BEGIN Extracted material
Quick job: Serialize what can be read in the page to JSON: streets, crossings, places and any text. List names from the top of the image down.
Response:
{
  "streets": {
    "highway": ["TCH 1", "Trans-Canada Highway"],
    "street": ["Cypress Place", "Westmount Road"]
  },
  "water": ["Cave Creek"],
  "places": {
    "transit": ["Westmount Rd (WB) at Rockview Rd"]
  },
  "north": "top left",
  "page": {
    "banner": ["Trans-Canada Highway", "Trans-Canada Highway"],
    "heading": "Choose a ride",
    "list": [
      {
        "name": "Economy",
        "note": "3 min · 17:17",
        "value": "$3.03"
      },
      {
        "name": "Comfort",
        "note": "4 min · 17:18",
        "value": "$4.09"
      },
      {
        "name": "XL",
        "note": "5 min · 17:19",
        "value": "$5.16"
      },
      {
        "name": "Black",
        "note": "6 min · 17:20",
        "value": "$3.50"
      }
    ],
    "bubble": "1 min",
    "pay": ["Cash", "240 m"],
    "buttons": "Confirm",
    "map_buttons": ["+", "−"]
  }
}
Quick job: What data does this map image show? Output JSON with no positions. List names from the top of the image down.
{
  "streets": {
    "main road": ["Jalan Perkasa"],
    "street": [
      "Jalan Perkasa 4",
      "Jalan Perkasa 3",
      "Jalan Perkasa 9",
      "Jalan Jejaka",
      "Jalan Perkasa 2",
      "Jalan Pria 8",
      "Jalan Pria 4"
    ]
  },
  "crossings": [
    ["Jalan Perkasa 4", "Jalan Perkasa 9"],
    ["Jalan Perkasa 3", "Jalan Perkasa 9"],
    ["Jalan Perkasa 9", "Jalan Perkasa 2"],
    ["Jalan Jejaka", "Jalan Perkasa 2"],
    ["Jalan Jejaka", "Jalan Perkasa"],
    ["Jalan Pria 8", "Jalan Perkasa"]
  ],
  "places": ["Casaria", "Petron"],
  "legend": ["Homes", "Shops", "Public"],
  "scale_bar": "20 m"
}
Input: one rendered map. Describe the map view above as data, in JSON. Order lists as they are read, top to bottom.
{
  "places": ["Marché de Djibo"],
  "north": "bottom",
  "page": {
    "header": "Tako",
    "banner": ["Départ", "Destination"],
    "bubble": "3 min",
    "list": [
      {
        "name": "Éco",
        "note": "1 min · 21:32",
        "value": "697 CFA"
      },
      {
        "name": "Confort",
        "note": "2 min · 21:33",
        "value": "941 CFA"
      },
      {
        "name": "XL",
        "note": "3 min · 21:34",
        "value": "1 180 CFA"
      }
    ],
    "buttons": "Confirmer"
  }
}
END Extracted material
▶ _Exercise prompt_: Produce an exact copy of each line from the one holding "Input: one rendered" through the last line of the records, both included, and nothing more.

▶ _Reply to the exercise_:
Input: one rendered map. Describe the map view above as data, in JSON. Order lists as they are read, top to bottom.
{
  "places": ["Marché de Djibo"],
  "north": "bottom",
  "page": {
    "header": "Tako",
    "banner": ["Départ", "Destination"],
    "bubble": "3 min",
    "list": [
      {
        "name": "Éco",
        "note": "1 min · 21:32",
        "value": "697 CFA"
      },
      {
        "name": "Confort",
        "note": "2 min · 21:33",
        "value": "941 CFA"
      },
      {
        "name": "XL",
        "note": "3 min · 21:34",
        "value": "1 180 CFA"
      }
    ],
    "buttons": "Confirmer"
  }
}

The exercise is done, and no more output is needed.